Vivir en la España vaciada siendo respetuosos con la naturaleza.

¿Qué hemos aprendido de las consecuencias catastróficas de la pandemia? Probablemente la lección más incontrovertible, que puede expresarse de muy diferentes modos y con distintos niveles de concreción, es que la Tierra se defiende de los ataques del hombre reaccionando con virulencia proporcional a la agresión infringida. En el caso del Corona-Virus sabemos que estuvo provocado por la concentración intensiva de animales en zonas del oriente asiático, siendo precisamente un virus de origen animal el causante de la mortandad que azotó al mundo entero. Deberíamos, pues, evitar por todos los medios las causas desencadenantes si no queremos volver a sufrir las durísimas consecuencias de nuestros propios actos.

En nuestros pueblos la cría de ganado se hizo siempre dentro de unos límites domésticos. La carne que más se comía era la de cerdo y cordero. Casi nunca la de ternera o vaca. El pollo y el conejo también estaban en nuestra dieta, pero la mayor aportación cárnica era la de cerdo en sus diferentes formas de preparado. Los torrendos eran frecuentes en los almuerzos y las cenas. El chorizo, la costilla y el lomo se metían en conserva y se iban gastando a lo largo de todo el año. Las morcillas se consumían igual asadas, que fritas o echándolas al cocido de alubias y garbanzos junto con los huesos, las orejas o el espinazo.

En casi todas las casas criaban una cochina o dos, que se alimentaba con las sobras de la cocina o los huertos: patatas sobrantes cocidas en caldero, berzas y remolachas, harinilla de centeno que se llevaba a moler al molino de Fuencaliente.

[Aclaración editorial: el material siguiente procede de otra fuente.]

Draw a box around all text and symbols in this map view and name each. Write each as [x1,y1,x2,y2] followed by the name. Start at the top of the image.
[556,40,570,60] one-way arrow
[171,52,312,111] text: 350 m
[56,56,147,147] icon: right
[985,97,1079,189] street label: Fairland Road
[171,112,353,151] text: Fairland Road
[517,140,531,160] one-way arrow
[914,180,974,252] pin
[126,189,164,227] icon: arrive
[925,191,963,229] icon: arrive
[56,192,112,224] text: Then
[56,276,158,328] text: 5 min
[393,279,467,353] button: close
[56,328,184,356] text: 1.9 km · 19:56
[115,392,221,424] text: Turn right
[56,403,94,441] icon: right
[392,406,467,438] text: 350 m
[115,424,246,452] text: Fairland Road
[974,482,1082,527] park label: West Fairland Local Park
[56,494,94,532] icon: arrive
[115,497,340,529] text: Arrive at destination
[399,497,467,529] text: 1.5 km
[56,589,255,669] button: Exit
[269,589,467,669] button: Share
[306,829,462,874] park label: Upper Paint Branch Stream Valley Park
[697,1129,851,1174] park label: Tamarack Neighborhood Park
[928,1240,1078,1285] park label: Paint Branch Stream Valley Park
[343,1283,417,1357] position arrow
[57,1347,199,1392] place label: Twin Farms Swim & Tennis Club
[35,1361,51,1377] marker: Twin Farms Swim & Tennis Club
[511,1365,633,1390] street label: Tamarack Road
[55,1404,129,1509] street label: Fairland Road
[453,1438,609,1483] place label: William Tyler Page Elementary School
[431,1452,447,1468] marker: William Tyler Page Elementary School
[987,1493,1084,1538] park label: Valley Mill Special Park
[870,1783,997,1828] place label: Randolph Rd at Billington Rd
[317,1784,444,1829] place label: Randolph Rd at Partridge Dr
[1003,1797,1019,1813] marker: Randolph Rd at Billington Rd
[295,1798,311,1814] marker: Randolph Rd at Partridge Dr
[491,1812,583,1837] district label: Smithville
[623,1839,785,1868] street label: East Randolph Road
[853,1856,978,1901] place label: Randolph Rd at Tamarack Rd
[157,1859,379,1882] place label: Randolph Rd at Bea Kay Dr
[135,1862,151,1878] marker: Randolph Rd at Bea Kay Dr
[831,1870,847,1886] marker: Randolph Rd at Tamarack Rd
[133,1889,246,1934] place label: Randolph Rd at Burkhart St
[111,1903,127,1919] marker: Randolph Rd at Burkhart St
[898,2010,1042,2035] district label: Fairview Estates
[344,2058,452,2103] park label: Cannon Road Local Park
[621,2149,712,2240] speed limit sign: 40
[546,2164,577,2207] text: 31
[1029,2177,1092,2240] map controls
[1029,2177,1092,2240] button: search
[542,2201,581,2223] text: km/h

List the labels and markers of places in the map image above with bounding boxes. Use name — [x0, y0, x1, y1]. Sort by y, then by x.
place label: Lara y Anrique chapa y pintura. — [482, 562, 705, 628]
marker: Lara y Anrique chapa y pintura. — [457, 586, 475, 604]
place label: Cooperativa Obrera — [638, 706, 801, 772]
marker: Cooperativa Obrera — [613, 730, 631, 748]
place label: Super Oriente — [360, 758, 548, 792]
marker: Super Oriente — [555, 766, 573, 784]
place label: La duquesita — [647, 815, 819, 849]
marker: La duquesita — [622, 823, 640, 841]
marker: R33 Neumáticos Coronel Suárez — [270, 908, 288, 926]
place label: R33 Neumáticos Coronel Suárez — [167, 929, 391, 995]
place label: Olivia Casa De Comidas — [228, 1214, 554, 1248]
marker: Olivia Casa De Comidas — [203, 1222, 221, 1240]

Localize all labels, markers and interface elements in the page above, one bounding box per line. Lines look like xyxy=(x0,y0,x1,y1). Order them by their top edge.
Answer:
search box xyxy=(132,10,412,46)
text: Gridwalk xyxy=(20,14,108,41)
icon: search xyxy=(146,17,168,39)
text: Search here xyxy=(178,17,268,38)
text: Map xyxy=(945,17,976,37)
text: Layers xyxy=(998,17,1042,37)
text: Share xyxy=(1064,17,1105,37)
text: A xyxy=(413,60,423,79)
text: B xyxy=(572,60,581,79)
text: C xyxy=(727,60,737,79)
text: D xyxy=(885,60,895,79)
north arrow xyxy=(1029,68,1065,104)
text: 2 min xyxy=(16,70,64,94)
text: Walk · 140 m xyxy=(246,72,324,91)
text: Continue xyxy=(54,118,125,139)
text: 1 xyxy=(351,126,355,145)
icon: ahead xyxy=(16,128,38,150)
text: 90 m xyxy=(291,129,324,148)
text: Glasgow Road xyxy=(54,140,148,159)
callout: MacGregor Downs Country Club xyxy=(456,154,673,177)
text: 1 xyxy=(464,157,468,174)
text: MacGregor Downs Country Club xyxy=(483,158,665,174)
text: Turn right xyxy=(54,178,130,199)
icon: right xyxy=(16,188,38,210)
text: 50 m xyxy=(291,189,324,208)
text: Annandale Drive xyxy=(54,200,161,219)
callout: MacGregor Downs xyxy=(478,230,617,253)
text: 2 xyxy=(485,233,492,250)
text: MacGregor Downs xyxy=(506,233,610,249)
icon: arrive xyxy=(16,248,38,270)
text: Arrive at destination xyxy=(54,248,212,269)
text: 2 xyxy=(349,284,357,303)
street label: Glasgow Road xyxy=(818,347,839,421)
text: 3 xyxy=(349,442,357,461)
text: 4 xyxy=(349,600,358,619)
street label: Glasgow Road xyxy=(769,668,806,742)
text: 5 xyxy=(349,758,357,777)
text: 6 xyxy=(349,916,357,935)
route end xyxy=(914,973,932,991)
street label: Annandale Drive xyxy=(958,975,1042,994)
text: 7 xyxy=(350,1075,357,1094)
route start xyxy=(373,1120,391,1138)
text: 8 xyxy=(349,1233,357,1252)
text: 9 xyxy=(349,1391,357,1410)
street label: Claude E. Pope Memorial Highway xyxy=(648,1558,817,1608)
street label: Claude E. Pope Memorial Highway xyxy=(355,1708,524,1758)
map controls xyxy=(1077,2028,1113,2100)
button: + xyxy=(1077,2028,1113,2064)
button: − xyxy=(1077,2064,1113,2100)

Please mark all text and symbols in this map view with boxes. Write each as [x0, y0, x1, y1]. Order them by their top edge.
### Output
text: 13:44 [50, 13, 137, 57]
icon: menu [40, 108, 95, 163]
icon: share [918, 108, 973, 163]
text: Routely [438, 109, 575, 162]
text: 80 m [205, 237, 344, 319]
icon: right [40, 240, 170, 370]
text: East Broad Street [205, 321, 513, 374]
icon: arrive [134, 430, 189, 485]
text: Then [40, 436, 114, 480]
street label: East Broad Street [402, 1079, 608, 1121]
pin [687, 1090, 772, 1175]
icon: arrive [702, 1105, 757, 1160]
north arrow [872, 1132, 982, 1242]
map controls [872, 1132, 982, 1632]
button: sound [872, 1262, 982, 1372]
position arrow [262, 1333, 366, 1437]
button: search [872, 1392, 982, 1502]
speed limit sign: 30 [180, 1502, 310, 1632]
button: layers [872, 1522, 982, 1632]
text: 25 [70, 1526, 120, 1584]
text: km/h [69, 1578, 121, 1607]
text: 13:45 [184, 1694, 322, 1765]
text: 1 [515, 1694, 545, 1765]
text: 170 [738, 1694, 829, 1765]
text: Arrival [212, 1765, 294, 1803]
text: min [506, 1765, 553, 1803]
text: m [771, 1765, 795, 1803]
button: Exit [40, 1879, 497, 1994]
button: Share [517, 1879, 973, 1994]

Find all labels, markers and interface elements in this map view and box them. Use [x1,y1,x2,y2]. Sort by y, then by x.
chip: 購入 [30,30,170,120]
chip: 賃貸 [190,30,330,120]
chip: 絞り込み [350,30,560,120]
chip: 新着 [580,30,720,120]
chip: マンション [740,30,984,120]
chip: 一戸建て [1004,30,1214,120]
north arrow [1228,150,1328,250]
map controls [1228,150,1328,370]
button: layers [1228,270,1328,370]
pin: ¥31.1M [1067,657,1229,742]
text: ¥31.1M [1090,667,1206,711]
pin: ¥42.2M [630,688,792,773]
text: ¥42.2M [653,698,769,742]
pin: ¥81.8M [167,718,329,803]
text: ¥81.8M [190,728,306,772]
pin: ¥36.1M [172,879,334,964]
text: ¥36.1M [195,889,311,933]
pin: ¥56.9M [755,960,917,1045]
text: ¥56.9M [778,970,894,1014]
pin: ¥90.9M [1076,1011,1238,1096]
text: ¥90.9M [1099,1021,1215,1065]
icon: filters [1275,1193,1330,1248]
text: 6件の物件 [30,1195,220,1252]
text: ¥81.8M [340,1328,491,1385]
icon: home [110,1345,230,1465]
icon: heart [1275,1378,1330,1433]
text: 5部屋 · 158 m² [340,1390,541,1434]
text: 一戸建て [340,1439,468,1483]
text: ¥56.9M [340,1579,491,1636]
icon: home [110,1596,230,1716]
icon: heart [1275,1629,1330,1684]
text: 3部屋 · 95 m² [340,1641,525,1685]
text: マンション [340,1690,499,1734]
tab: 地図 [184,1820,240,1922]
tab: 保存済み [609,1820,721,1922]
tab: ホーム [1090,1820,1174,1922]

De cuidarlas se encargaban las mujeres en una de las muchas tareas que las tenían ocupadas desde la salida del sol hasta que se ponía, realizando una actividad laboral encomiable que nunca se les reconocerá bastante.

Lo cierto es que la introducción de las políticas de desarrollo a partir de 1967 que permitieron la parcelación de las fincas atomizadas y la conducción del agua corriente para consumo humano, facilitaron formas de vida modernas que no eran posibles en las condiciones anteriores.

Fue cuando se pusieron los primeros negocios dedicados a la explotación del cerdo como medio de vida único o complementado con tareas agrícolas. Algunos se basaban en la disponibilidad de cerdas para la cría de recién nacidos y su posterior venta en el mercado, y otros a la compra de cerdos para el cebo.

En todos los casos el número de los ejemplares se movían dentro de unos niveles perfectamente asimilables por el entorno, sin representar ningún riesgo para la salud.

No se emprendieron, viéndolo en perspectiva, iniciativas de estabulación de otro tipo de ganado también tradicional en nuestros pueblos, como ovejas o cabras, conejos, gallinas de puesta o pollos de engorde, ni tampoco los relacionados con diferentes especies de caza para cotos privados ni con fines industriales.

Alguna de las cosas que hemos aprendido de la pandemia provocada por la transmisión de enfermedades de origen animal al hombre, como la enfermedad de las Vacas Locas, la Gripe Aviar, la Gripe Porcina y el Corona Virus, ha sido el valor superior del bien común por encima del interés individual que puede incidir en el sensible equilibrio de la salubridad de la fauna, la flora y los factores medioambientales, contaminando la cadena trófica con las consecuencias nefastas que lamentablemente todos conocemos.

El progreso social no nos debe llevar a olvidar el peligro de modificar las condiciones ambientales con el emprendimiento de formas de vida que corren el peligro de romper la endeble sostenibilidad de los factores naturales que nuestros antepasados respetaron con tanto esmero.

El modo de vida de nuestros pueblos tradicionalmente fue agropecuario, lo que prueba que reune unas condiciones naturales inmejorables para estas actividades, pero la modalidad de desarrollo siempre fue extensiva y no intensiva. Los casos ya comentados de estabulación de cerdos para la explotación de madres de cría o el engorde de cerdos de cebo, se hicieron siempre sin desbordar los límites de la moderación y la prudencia, manteniéndose en todo momento muy lejos, lejísimos, de parámetros rayanos con lo temerario, evitando el riesgo objetivo de destruir el orden de las cosas. La conciencia del bien común nos dice que debería seguir haciéndose de este modo.